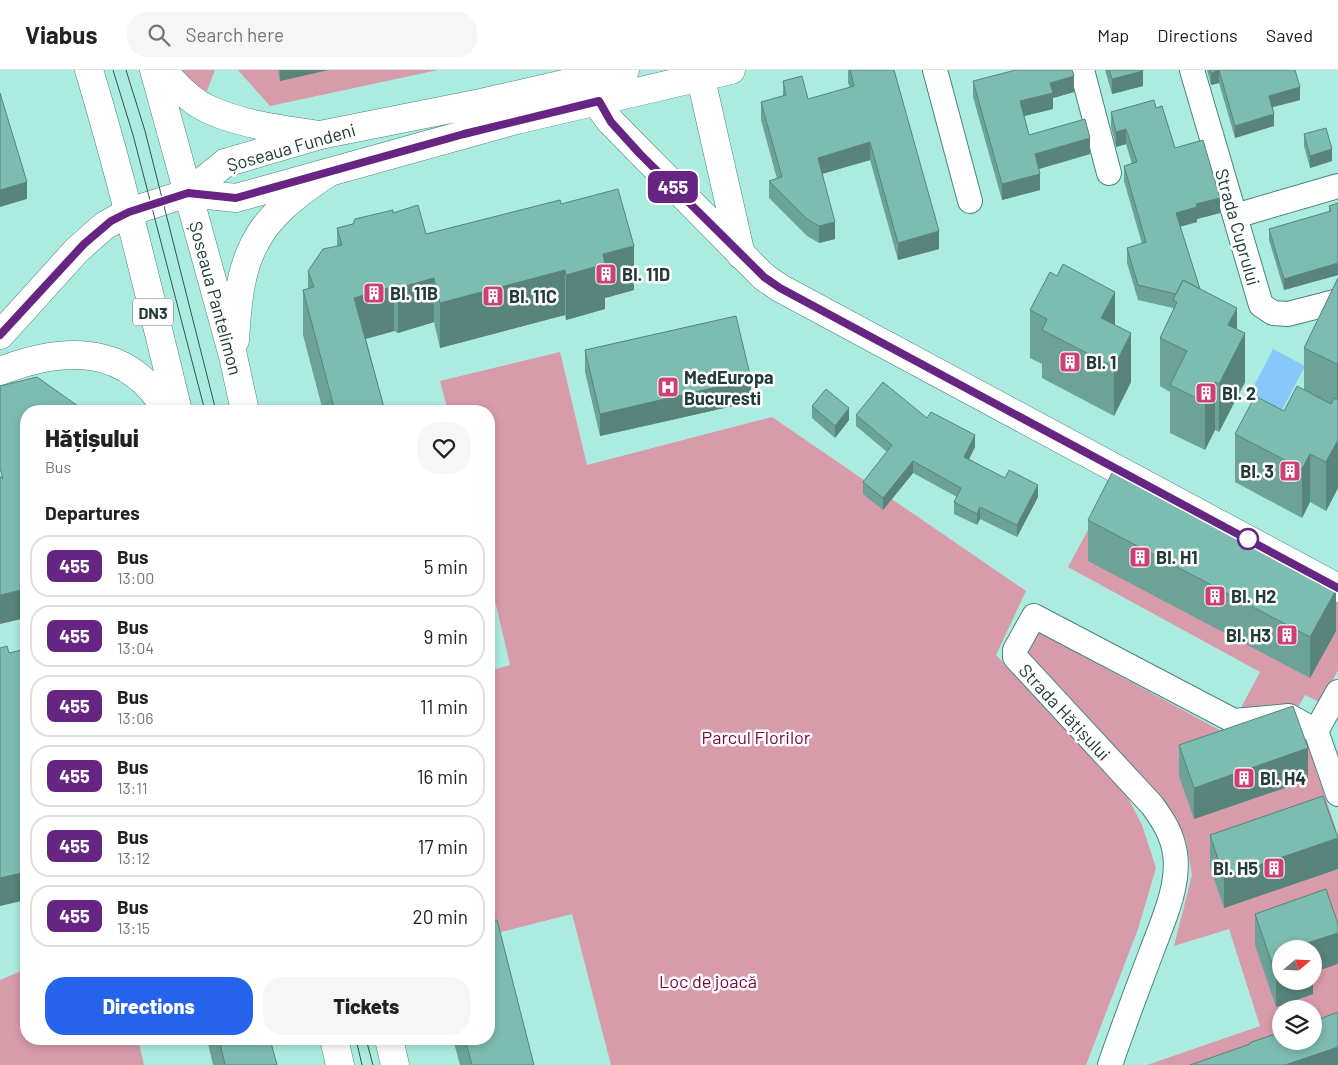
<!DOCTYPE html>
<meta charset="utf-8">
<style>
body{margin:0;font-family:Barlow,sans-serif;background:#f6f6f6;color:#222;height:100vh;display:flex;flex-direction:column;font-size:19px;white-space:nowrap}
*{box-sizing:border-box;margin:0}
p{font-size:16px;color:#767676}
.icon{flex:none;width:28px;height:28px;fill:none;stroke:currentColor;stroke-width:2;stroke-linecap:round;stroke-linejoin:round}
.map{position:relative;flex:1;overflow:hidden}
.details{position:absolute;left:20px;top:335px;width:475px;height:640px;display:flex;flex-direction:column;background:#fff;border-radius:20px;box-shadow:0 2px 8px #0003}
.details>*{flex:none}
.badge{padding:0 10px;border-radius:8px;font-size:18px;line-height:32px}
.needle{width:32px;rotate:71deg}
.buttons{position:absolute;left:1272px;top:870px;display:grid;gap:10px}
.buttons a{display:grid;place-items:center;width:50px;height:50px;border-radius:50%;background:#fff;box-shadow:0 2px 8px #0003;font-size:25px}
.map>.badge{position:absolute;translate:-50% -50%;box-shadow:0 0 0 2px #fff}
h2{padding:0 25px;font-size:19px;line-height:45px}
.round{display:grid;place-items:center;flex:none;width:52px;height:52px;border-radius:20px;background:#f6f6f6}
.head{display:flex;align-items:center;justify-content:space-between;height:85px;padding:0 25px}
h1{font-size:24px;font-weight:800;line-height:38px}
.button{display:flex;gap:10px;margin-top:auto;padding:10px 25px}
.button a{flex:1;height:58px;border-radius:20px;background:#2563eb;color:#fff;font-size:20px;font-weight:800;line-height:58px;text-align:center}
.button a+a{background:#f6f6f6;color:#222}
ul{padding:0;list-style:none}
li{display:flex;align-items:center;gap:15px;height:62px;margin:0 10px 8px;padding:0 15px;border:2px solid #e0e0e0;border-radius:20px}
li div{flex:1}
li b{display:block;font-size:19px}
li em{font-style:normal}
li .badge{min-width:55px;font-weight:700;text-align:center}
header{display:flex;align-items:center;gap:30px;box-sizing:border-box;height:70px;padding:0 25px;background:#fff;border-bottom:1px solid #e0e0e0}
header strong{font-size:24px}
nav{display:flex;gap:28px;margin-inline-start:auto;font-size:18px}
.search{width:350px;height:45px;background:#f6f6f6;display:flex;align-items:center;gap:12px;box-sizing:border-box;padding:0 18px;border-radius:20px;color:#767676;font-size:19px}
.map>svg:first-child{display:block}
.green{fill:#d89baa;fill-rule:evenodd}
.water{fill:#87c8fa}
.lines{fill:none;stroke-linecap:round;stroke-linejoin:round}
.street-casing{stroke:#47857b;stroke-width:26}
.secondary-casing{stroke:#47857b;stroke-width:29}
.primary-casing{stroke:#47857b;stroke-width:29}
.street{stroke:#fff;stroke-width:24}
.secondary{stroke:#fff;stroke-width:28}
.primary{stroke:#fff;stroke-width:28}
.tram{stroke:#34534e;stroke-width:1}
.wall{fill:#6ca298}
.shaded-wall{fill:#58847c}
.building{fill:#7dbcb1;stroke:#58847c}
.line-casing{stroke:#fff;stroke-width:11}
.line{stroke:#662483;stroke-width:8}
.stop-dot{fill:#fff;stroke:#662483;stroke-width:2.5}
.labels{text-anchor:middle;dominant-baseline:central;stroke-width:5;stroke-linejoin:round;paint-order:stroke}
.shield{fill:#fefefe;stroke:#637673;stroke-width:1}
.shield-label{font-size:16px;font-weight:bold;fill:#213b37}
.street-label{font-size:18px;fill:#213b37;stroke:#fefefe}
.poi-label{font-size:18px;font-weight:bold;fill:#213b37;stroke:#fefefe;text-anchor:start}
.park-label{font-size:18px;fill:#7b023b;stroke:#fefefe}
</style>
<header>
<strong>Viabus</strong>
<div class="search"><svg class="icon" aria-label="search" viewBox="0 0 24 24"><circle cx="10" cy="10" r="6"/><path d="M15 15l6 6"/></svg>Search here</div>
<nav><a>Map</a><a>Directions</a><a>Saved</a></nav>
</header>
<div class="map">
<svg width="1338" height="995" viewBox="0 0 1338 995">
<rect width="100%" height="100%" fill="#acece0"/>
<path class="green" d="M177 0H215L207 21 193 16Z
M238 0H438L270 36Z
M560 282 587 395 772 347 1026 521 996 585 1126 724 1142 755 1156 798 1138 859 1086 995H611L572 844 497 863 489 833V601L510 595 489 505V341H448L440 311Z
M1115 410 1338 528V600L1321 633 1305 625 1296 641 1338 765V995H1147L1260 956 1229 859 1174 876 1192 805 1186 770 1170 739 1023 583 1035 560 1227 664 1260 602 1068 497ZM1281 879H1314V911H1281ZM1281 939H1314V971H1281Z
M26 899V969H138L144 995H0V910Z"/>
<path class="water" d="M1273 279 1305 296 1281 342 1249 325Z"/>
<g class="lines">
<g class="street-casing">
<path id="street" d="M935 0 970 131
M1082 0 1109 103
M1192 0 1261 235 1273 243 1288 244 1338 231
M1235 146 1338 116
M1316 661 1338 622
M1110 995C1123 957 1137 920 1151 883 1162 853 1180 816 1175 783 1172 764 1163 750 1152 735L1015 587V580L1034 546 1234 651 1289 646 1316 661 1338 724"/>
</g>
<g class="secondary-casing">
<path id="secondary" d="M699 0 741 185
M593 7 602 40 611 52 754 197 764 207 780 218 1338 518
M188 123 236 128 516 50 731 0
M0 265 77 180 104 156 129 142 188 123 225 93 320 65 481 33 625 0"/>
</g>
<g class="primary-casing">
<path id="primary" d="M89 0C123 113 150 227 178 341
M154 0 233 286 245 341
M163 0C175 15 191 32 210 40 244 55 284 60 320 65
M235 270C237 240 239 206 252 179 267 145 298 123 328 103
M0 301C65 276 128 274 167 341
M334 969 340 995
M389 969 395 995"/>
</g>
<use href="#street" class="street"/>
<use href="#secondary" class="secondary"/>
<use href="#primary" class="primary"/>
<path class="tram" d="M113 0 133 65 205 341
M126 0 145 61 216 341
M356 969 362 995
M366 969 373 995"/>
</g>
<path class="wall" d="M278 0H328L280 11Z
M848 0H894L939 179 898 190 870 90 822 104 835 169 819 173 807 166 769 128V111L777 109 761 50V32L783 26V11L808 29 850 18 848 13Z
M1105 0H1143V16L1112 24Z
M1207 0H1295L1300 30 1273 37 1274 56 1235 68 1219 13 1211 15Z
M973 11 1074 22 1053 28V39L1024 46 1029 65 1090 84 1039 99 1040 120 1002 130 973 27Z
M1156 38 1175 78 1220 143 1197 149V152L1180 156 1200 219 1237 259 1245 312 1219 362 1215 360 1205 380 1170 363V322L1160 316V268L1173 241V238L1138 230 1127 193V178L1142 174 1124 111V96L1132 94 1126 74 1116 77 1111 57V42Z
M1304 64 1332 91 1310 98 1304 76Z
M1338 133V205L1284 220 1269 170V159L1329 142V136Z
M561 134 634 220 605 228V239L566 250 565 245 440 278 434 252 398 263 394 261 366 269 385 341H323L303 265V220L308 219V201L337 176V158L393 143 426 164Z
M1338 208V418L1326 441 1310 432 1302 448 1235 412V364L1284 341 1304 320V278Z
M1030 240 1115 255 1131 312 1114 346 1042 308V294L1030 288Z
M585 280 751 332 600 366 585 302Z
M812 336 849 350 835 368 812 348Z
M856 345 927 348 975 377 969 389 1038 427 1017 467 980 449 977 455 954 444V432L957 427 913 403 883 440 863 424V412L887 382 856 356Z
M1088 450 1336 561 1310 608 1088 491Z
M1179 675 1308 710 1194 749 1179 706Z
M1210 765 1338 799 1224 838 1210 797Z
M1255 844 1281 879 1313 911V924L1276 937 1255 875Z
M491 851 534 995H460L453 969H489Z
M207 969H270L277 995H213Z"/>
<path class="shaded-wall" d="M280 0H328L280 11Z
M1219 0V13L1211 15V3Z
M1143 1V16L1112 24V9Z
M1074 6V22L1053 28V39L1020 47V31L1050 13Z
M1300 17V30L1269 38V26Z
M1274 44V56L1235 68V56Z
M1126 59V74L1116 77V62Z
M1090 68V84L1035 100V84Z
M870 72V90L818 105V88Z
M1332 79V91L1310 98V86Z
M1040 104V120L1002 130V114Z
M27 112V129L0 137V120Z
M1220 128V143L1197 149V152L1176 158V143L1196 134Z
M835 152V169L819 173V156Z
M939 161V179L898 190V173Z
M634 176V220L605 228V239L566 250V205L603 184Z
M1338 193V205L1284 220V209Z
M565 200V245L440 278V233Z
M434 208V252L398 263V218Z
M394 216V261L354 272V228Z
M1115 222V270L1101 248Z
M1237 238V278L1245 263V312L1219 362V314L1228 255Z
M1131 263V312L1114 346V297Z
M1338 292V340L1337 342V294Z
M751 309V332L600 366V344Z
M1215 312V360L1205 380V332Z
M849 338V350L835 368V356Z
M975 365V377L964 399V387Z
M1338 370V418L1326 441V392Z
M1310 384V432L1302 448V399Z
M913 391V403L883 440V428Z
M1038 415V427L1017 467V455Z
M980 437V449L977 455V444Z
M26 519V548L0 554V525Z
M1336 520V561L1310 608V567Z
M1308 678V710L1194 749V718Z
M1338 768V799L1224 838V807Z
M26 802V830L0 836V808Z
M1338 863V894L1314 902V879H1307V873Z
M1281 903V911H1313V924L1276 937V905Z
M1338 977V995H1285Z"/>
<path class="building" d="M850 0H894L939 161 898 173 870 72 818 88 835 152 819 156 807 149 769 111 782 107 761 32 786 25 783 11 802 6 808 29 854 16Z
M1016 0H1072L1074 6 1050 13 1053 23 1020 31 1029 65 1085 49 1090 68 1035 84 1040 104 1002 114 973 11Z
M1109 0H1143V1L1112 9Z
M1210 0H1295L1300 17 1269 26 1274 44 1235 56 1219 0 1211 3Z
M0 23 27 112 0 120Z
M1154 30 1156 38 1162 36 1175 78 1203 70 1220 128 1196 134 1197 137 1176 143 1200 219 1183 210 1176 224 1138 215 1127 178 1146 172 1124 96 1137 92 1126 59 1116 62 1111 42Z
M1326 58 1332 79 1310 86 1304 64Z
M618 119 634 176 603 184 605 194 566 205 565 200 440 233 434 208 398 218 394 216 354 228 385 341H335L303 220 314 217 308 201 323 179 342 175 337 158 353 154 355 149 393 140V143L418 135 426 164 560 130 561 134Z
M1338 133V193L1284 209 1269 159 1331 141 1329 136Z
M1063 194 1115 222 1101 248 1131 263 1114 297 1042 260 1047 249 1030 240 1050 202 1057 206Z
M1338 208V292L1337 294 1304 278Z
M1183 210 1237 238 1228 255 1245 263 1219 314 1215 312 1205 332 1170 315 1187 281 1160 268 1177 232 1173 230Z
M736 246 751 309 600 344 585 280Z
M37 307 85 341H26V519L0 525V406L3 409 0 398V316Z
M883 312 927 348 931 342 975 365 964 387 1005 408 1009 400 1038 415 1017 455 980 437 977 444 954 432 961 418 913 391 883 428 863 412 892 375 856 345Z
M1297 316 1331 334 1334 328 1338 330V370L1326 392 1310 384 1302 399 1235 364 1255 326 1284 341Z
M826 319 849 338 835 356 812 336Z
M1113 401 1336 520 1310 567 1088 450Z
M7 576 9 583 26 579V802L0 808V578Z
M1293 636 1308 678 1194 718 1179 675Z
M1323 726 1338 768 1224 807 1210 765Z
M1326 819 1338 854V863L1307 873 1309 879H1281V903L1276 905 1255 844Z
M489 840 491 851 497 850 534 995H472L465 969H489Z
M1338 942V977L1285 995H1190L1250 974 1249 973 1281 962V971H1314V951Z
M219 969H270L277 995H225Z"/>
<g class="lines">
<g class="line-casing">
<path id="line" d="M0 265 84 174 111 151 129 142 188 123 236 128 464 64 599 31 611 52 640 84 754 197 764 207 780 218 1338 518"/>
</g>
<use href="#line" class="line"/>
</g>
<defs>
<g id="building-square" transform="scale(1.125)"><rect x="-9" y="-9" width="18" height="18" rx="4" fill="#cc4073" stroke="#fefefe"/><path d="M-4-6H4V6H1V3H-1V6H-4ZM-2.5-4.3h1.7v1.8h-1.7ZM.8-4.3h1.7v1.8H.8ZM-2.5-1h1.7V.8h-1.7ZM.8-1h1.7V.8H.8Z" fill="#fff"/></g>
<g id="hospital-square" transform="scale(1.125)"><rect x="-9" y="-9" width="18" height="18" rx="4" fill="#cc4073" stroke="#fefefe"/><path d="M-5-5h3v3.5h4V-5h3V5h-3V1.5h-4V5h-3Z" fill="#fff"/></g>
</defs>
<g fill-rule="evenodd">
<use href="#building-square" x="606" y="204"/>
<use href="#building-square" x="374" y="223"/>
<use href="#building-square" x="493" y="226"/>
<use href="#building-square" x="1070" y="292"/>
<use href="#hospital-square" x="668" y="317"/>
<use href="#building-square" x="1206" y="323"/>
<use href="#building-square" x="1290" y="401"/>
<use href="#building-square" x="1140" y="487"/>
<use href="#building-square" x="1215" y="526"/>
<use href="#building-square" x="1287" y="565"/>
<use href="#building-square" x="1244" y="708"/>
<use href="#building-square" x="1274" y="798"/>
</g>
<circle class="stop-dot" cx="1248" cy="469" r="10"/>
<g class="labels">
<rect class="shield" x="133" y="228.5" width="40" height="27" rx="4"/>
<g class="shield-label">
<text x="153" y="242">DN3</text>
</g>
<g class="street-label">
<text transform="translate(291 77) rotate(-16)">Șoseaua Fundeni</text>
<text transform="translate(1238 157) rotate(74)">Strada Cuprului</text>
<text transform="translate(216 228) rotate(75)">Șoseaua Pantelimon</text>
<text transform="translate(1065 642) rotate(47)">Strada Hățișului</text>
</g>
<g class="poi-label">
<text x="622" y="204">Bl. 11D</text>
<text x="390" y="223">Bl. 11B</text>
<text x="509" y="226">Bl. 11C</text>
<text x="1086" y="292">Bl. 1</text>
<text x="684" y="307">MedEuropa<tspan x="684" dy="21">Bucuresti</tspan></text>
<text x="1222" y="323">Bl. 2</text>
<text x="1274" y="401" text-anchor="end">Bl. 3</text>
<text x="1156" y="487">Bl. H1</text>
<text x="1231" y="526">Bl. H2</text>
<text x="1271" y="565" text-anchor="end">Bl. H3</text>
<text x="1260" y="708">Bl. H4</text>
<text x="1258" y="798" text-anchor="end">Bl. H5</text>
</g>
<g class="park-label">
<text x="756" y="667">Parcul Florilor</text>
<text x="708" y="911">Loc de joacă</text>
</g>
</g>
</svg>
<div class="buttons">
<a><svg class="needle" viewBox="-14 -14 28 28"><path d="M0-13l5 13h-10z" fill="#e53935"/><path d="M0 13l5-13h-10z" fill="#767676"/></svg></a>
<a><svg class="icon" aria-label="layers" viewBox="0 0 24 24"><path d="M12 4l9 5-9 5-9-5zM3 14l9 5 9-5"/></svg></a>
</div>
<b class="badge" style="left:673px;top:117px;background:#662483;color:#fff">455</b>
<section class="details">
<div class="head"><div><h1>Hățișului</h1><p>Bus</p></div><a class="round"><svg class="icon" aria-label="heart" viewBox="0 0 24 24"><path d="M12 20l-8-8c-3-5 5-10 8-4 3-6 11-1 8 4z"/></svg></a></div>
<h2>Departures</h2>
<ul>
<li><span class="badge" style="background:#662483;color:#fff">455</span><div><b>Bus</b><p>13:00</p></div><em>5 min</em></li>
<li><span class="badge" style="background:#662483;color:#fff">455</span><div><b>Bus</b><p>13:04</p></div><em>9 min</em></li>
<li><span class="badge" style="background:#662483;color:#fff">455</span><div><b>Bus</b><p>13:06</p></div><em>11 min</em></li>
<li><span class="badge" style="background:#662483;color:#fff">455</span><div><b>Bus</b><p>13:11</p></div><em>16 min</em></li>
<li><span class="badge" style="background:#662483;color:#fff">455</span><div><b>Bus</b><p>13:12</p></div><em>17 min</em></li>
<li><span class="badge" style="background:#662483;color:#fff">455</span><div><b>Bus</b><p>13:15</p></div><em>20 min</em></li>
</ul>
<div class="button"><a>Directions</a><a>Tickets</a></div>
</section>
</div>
--
### WORK TO BE COMPLETED
In the entries above, how many lines include the word "casing"? Only the number should be given.

### WRITTEN RESPONSE
8